DESCRIPTION OF THE TASK:
Output the data below in full, character for character.

Stored items:
——————————

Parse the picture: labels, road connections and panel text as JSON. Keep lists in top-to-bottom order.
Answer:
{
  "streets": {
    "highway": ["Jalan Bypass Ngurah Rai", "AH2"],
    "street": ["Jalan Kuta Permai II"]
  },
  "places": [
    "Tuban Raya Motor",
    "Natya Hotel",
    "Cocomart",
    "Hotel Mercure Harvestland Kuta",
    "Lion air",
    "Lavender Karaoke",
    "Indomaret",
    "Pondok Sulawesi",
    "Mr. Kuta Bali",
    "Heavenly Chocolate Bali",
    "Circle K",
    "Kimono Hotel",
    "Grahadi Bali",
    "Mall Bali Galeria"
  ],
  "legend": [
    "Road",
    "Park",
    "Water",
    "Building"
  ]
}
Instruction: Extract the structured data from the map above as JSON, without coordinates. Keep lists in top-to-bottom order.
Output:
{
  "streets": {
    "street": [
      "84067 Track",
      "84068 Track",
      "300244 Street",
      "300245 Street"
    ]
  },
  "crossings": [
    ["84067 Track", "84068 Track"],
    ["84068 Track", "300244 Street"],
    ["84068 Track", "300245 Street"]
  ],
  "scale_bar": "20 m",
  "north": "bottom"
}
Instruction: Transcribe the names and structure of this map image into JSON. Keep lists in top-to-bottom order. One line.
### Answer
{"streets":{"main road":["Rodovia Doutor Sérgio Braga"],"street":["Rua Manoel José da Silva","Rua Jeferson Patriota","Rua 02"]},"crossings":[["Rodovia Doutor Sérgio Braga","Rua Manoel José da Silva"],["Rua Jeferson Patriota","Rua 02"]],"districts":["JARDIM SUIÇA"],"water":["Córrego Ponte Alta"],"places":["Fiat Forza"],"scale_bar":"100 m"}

——————————

EXERCISE OUTPUT:
Parse the picture: labels, road connections and panel text as JSON. Keep lists in top-to-bottom order.
Answer:
{
  "streets": {
    "highway": ["Jalan Bypass Ngurah Rai", "AH2"],
    "street": ["Jalan Kuta Permai II"]
  },
  "places": [
    "Tuban Raya Motor",
    "Natya Hotel",
    "Cocomart",
    "Hotel Mercure Harvestland Kuta",
    "Lion air",
    "Lavender Karaoke",
    "Indomaret",
    "Pondok Sulawesi",
    "Mr. Kuta Bali",
    "Heavenly Chocolate Bali",
    "Circle K",
    "Kimono Hotel",
    "Grahadi Bali",
    "Mall Bali Galeria"
  ],
  "legend": [
    "Road",
    "Park",
    "Water",
    "Building"
  ]
}
Instruction: Extract the structured data from the map above as JSON, without coordinates. Keep lists in top-to-bottom order.
Output:
{
  "streets": {
    "street": [
      "84067 Track",
      "84068 Track",
      "300244 Street",
      "300245 Street"
    ]
  },
  "crossings": [
    ["84067 Track", "84068 Track"],
    ["84068 Track", "300244 Street"],
    ["84068 Track", "300245 Street"]
  ],
  "scale_bar": "20 m",
  "north": "bottom"
}
Instruction: Transcribe the names and structure of this map image into JSON. Keep lists in top-to-bottom order. One line.
### Answer
{"streets":{"main road":["Rodovia Doutor Sérgio Braga"],"street":["Rua Manoel José da Silva","Rua Jeferson Patriota","Rua 02"]},"crossings":[["Rodovia Doutor Sérgio Braga","Rua Manoel José da Silva"],["Rua Jeferson Patriota","Rua 02"]],"districts":["JARDIM SUIÇA"],"water":["Córrego Ponte Alta"],"places":["Fiat Forza"],"scale_bar":"100 m"}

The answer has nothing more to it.